Data excerpt >>
_ _ _ _ _
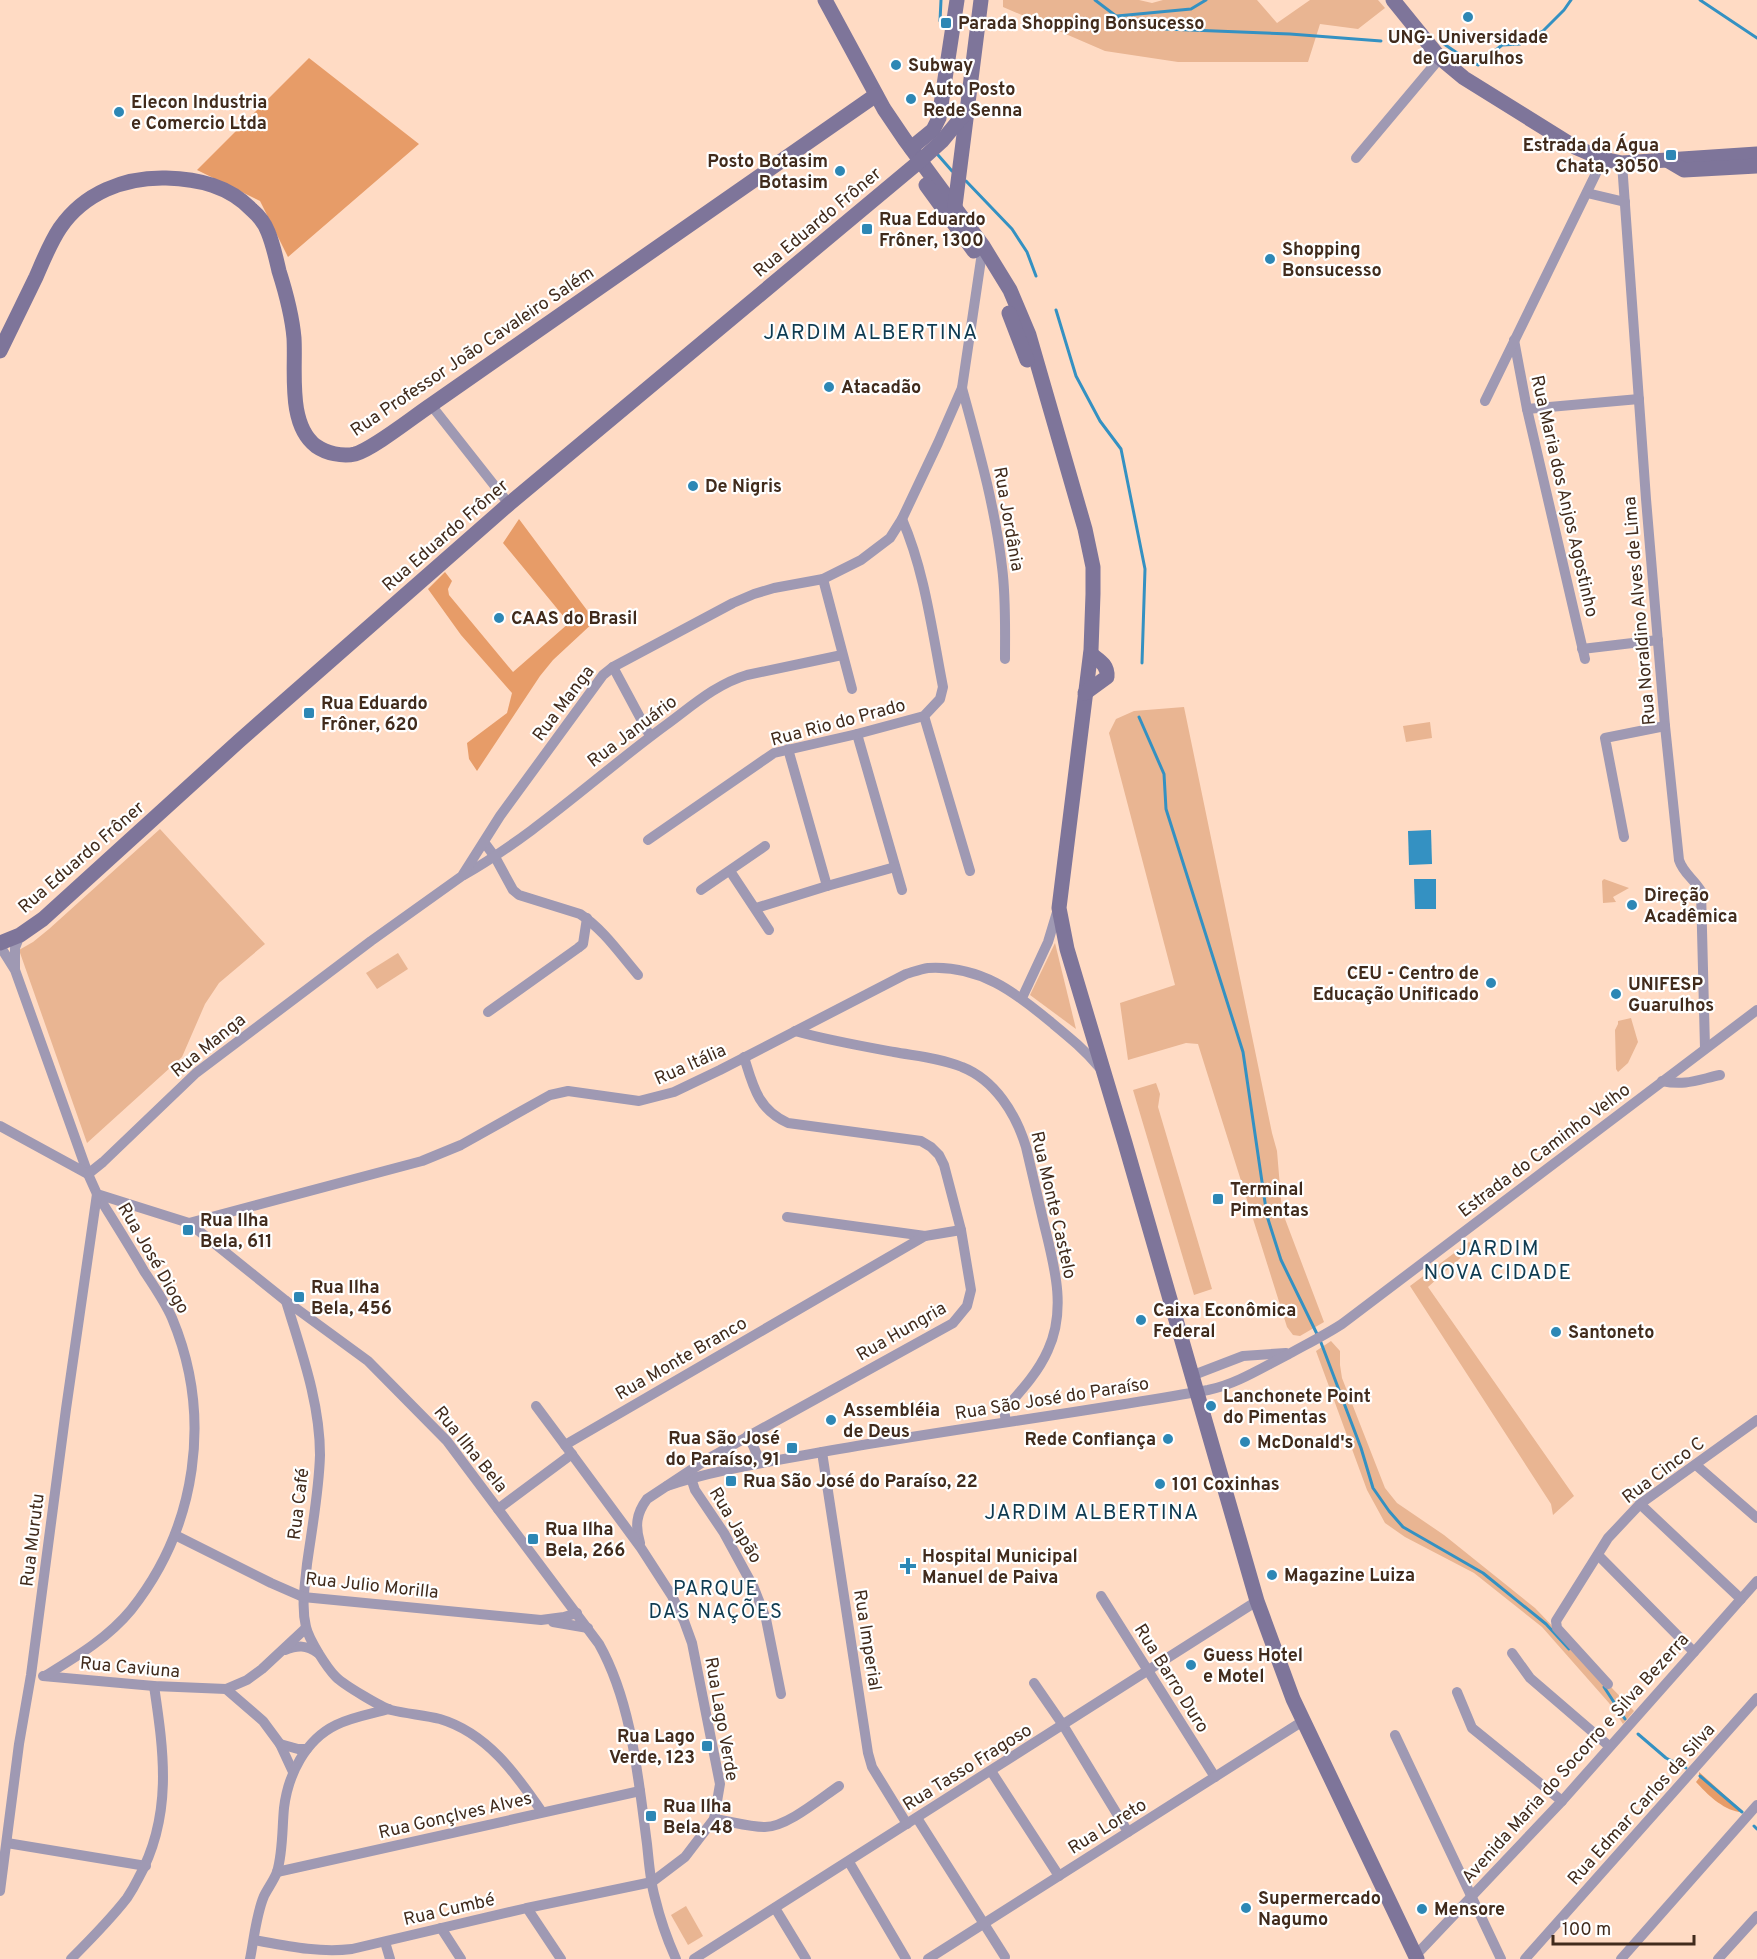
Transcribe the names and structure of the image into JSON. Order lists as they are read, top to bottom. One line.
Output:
{"streets":{"main road":["Rua Eduardo Frôner","Rua Professor João Cavaleiro Salém"],"street":["Rua Maria dos Anjos Agostinho","Rua Jordânia","Rua Noraldino Alves de Lima","Rua Manga","Rua Rio do Prado","Rua Januário","Rua Itália","Estrada do Caminho Velho","Rua Monte Castelo","Rua José Diogo","Rua Hungria","Rua Monte Branco","Rua São José do Paraíso","Rua Ilha Bela","Rua Cinco C","Rua Café","Rua Japão","Rua Murutu","Rua Julio Morilla","Rua Imperial","Rua Caviuna","Rua Barro Duro","Rua Lago Verde","Avenida Maria do Socorro e Silva Bezerra","Rua Tasso Fragoso","Rua Edmar Carlos da Silva","Rua Gonçlves Alves","Rua Loreto","Rua Cumbé"]},"crossings":[["Rua Maria dos Anjos Agostinho","Rua Noraldino Alves de Lima"],["Rua Jordânia","Rua Manga"],["Rua Noraldino Alves de Lima","Estrada do Caminho Velho"],["Rua Manga","Rua Rio do Prado"],["Rua Manga","Rua Januário"],["Rua Itália","Rua Monte Castelo"],["Rua Itália","Rua Hungria"],["Rua Itália","Rua Ilha Bela"],["Estrada do Caminho Velho","Rua São José do Paraíso"],["Rua Monte Castelo","Rua São José do Paraíso"],["Rua José Diogo","Rua Ilha Bela"],["Rua José Diogo","Rua Murutu"],["Rua José Diogo","Rua Julio Morilla"],["Rua José Diogo","Rua Caviuna"],["Rua Hungria","Rua São José do Paraíso"],["Rua Hungria","Rua Lago Verde"],["Rua Monte Branco","Rua Ilha Bela"],["Rua São José do Paraíso","Rua Japão"],["Rua São José do Paraíso","Rua Imperial"],["Rua Ilha Bela","Rua Café"],["Rua Ilha Bela","Rua Murutu"],["Rua Ilha Bela","Rua Julio Morilla"],["Rua Ilha Bela","Rua Lago Verde"],["Rua Ilha Bela","Rua Gonçlves Alves"],["Rua Ilha Bela","Rua Cumbé"],["Rua Café","Rua Julio Morilla"],["Rua Murutu","Rua Caviuna"],["Rua Imperial","Rua Tasso Fragoso"],["Rua Barro Duro","Rua Tasso Fragoso"],["Rua Barro Duro","Rua Loreto"],["Rua Lago Verde","Rua Cumbé"]],"districts":["JARDIM ALBERTINA","JARDIM NOVA CIDADE","JARDIM ALBERTINA","PARQUE DAS NAÇÕES"],"places":{"other":["UNG- Universidade de Guarulhos","Subway","Auto Posto Rede Senna","Elecon Industria e Comercio Ltda","Posto Botasim Botasim","Shopping Bonsucesso","Atacadão","De Nigris","CAAS do Brasil","Direção Acadêmica","CEU - Centro de Educação Unificado","UNIFESP Guarulhos","Caixa Econômica Federal","Santoneto","Lanchonete Point do Pimentas","Assembléia de Deus","Rede Confiança","McDonald's","101 Coxinhas","Magazine Luiza","Guess Hotel e Motel","Supermercado Nagumo","Mensore"],"transit":["Parada Shopping Bonsucesso","Estrada da Água Chata, 3050","Rua Eduardo Frôner, 1300","Rua Eduardo Frôner, 620","Terminal Pimentas","Rua Ilha Bela, 611","Rua Ilha Bela, 456","Rua São José do Paraíso, 91","Rua São José do Paraíso, 22","Rua Ilha Bela, 266","Rua Lago Verde, 123","Rua Ilha Bela, 48"],"health":["Hospital Municipal Manuel de Paiva"]},"scale_bar":"100 m"}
_ _ _ _ _
The answer must be the full listing, word for word, with no images in it.

Transcribe the names and structure of the image into JSON. Order lists as they are read, top to bottom. One line.
Output:
{"streets":{"main road":["Rua Eduardo Frôner","Rua Professor João Cavaleiro Salém"],"street":["Rua Maria dos Anjos Agostinho","Rua Jordânia","Rua Noraldino Alves de Lima","Rua Manga","Rua Rio do Prado","Rua Januário","Rua Itália","Estrada do Caminho Velho","Rua Monte Castelo","Rua José Diogo","Rua Hungria","Rua Monte Branco","Rua São José do Paraíso","Rua Ilha Bela","Rua Cinco C","Rua Café","Rua Japão","Rua Murutu","Rua Julio Morilla","Rua Imperial","Rua Caviuna","Rua Barro Duro","Rua Lago Verde","Avenida Maria do Socorro e Silva Bezerra","Rua Tasso Fragoso","Rua Edmar Carlos da Silva","Rua Gonçlves Alves","Rua Loreto","Rua Cumbé"]},"crossings":[["Rua Maria dos Anjos Agostinho","Rua Noraldino Alves de Lima"],["Rua Jordânia","Rua Manga"],["Rua Noraldino Alves de Lima","Estrada do Caminho Velho"],["Rua Manga","Rua Rio do Prado"],["Rua Manga","Rua Januário"],["Rua Itália","Rua Monte Castelo"],["Rua Itália","Rua Hungria"],["Rua Itália","Rua Ilha Bela"],["Estrada do Caminho Velho","Rua São José do Paraíso"],["Rua Monte Castelo","Rua São José do Paraíso"],["Rua José Diogo","Rua Ilha Bela"],["Rua José Diogo","Rua Murutu"],["Rua José Diogo","Rua Julio Morilla"],["Rua José Diogo","Rua Caviuna"],["Rua Hungria","Rua São José do Paraíso"],["Rua Hungria","Rua Lago Verde"],["Rua Monte Branco","Rua Ilha Bela"],["Rua São José do Paraíso","Rua Japão"],["Rua São José do Paraíso","Rua Imperial"],["Rua Ilha Bela","Rua Café"],["Rua Ilha Bela","Rua Murutu"],["Rua Ilha Bela","Rua Julio Morilla"],["Rua Ilha Bela","Rua Lago Verde"],["Rua Ilha Bela","Rua Gonçlves Alves"],["Rua Ilha Bela","Rua Cumbé"],["Rua Café","Rua Julio Morilla"],["Rua Murutu","Rua Caviuna"],["Rua Imperial","Rua Tasso Fragoso"],["Rua Barro Duro","Rua Tasso Fragoso"],["Rua Barro Duro","Rua Loreto"],["Rua Lago Verde","Rua Cumbé"]],"districts":["JARDIM ALBERTINA","JARDIM NOVA CIDADE","JARDIM ALBERTINA","PARQUE DAS NAÇÕES"],"places":{"other":["UNG- Universidade de Guarulhos","Subway","Auto Posto Rede Senna","Elecon Industria e Comercio Ltda","Posto Botasim Botasim","Shopping Bonsucesso","Atacadão","De Nigris","CAAS do Brasil","Direção Acadêmica","CEU - Centro de Educação Unificado","UNIFESP Guarulhos","Caixa Econômica Federal","Santoneto","Lanchonete Point do Pimentas","Assembléia de Deus","Rede Confiança","McDonald's","101 Coxinhas","Magazine Luiza","Guess Hotel e Motel","Supermercado Nagumo","Mensore"],"transit":["Parada Shopping Bonsucesso","Estrada da Água Chata, 3050","Rua Eduardo Frôner, 1300","Rua Eduardo Frôner, 620","Terminal Pimentas","Rua Ilha Bela, 611","Rua Ilha Bela, 456","Rua São José do Paraíso, 91","Rua São José do Paraíso, 22","Rua Ilha Bela, 266","Rua Lago Verde, 123","Rua Ilha Bela, 48"],"health":["Hospital Municipal Manuel de Paiva"]},"scale_bar":"100 m"}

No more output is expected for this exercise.